The purchase of the Trans Mountain pipeline project is one of Canada’s greatest political deceits. It is not a balance of the economy and environment, but a sellout that subsidizes the economy of the past while holding back a diversified, low-carbon economy of the future. 

Canadians are now investors, and the prime minister can’t answer basic questions of the project that are critical to its business case and risks: Can diluted bitumen be cleaned up? How does the additional pipeline capacity fit within Canada’s carbon budget? Will the project be a stranded asset in order to meet 2050 global climate change targets and what does that mean for the business case? Does Canada owning this asset not put it in conflict of interest with taking action to reduce carbon emissions?

Those supportive of the pipeline do so because they want economic prosperity and feel optimistic about their future. Increasing economic dependence on the fossil fuel sector, however, is obstructing participation in a low-carbon economy. 

With this plan, we are declaring that we owe nothing to generations after us. How do we explain this to our kids? We have had over 20 years of empty targets and in 2018 as we are experiencing the costly impacts of climate change our prime minister invests in a project that will ramp up oil production to blow past the worst scenarios. It is as if we are all stuck in a vehicle with an impaired driver. Our fate is set making his reassurances meaningless.

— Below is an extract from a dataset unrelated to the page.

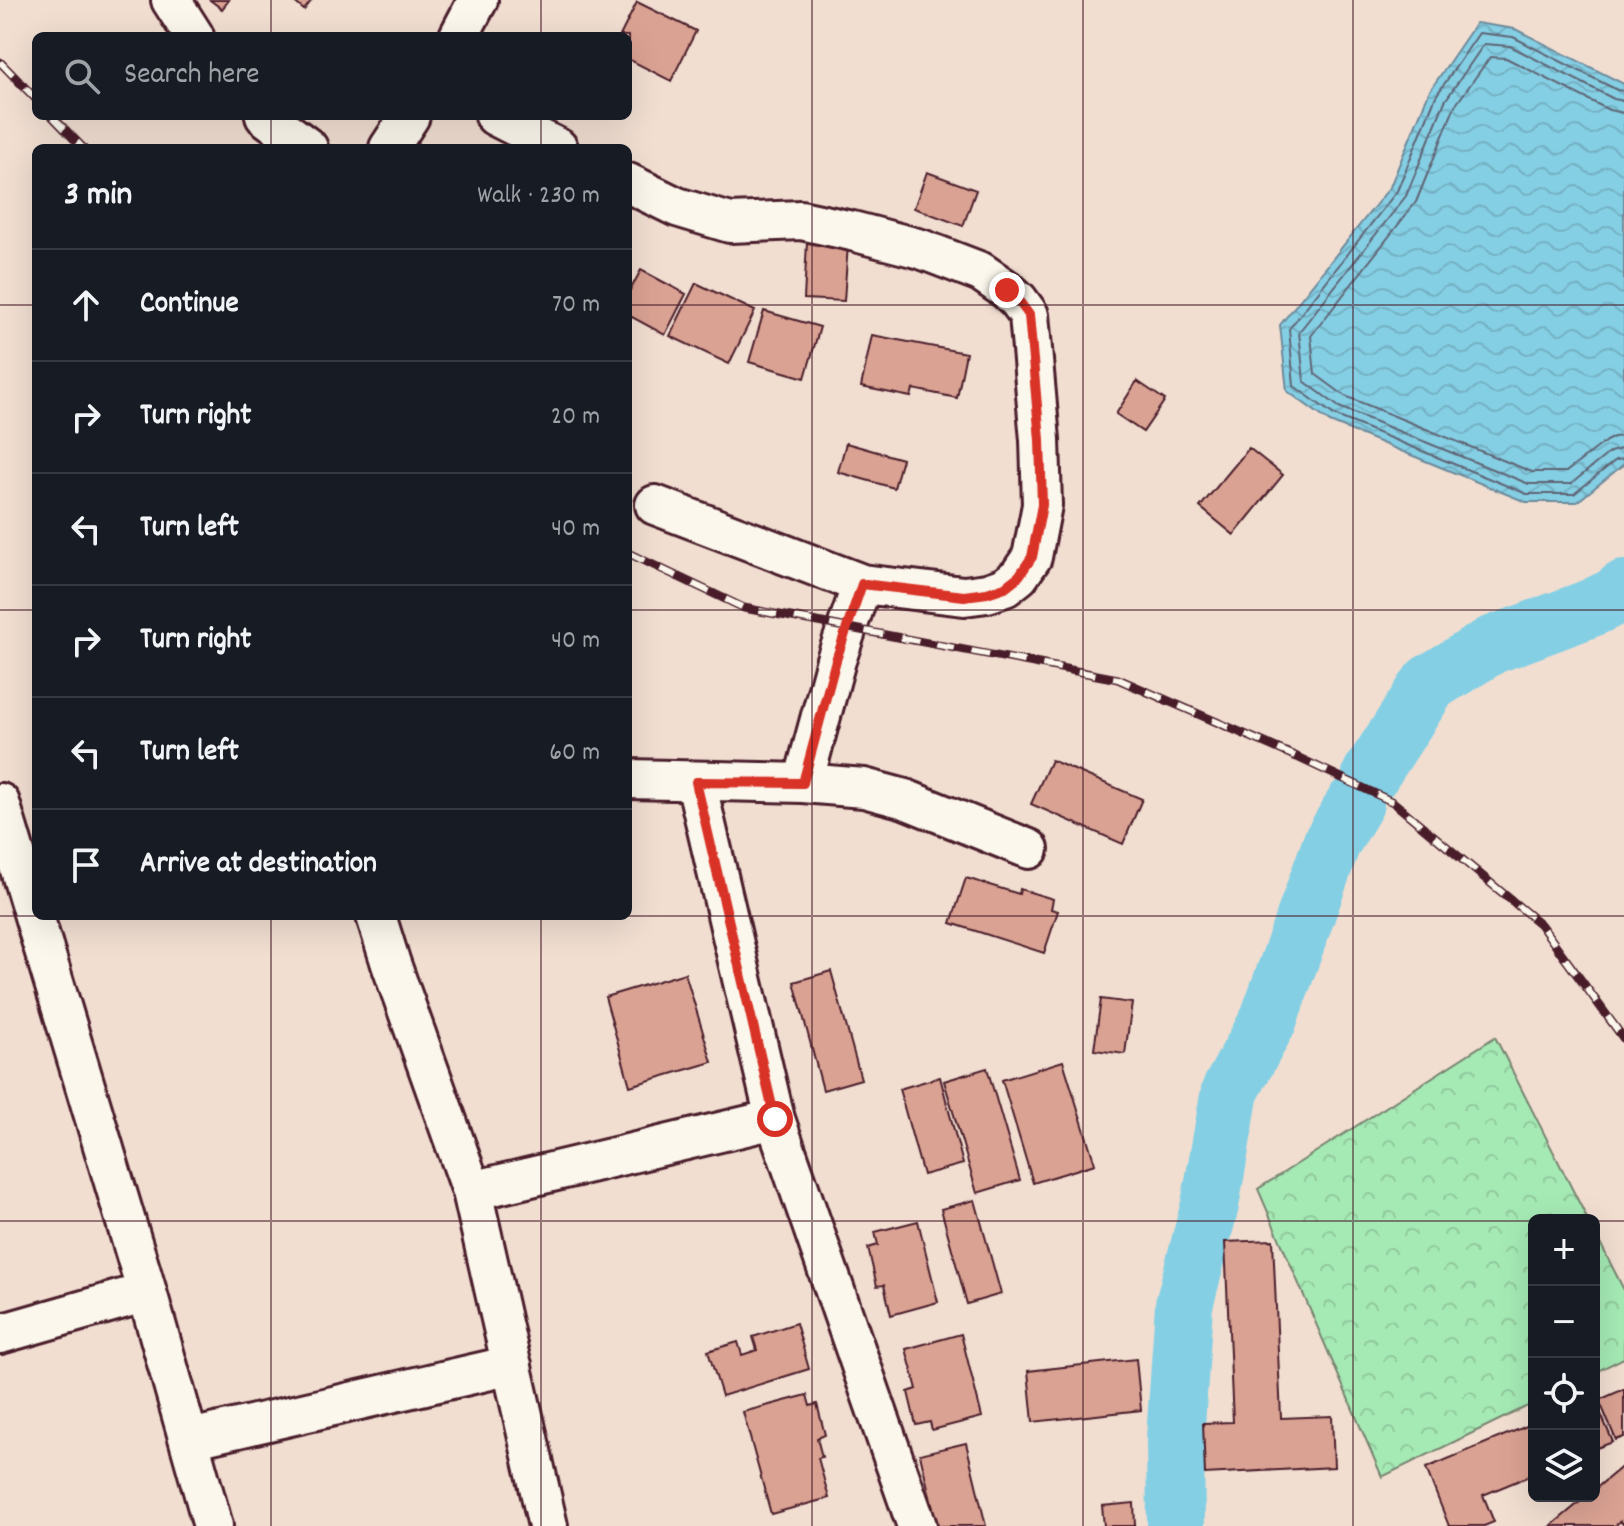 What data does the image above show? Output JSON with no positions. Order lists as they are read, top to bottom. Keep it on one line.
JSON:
{"page":{"search":"Search here","heading":["3 min","Walk · 230 m"],"list":[["Continue","70 m"],["Turn right","20 m"],["Turn left","40 m"],["Turn right","40 m"],["Turn left","60 m"],"Arrive at destination"],"map_buttons":["+","−"]}}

The oilsands won’t be shut down overnight, but building pipelines to facilitate growth in extraction only pulls us back and commits us to decades of further inaction. If we are concerned about jobs and the economy, it doesn’t make sense to subsidize a project whose purpose is to generate a few jobs as possible in Canada by shipping bitumen to be refined overseas (benefitting large, foreign-owned oil companies) let alone doubling down on an industry that caused Alberta’s recent recession. Increasing automation in the oil sands proves the trajectory is to sell out our resources at a greater rate with fewer jobs. We are on the path of a race to the bottom generational sellout. 

As Alberta recovers from the oil-fueled recession, now is the time to pivot. Many Albertans who worked in the oil sands have retrained for jobs in less a volatile sector. Therefore, the new jobs should be in new sectors for Alberta and Canada that supports a low-carbon economy.

For the remaining workers, existing jobs can be maintained by shifting from maximizing extraction and minimizing jobs created, to maximizing the number of jobs we can create from the remaining oil we are able to extract within our carbon budget. This means focusing on refining and creating value-added petrochemicals. 

Investing in the Trans Mountain project demonstrates the lack of economic vision for our country. The true national interest is in creating a prosperous economy that provides solutions to the great environmental challenges we have accumulated.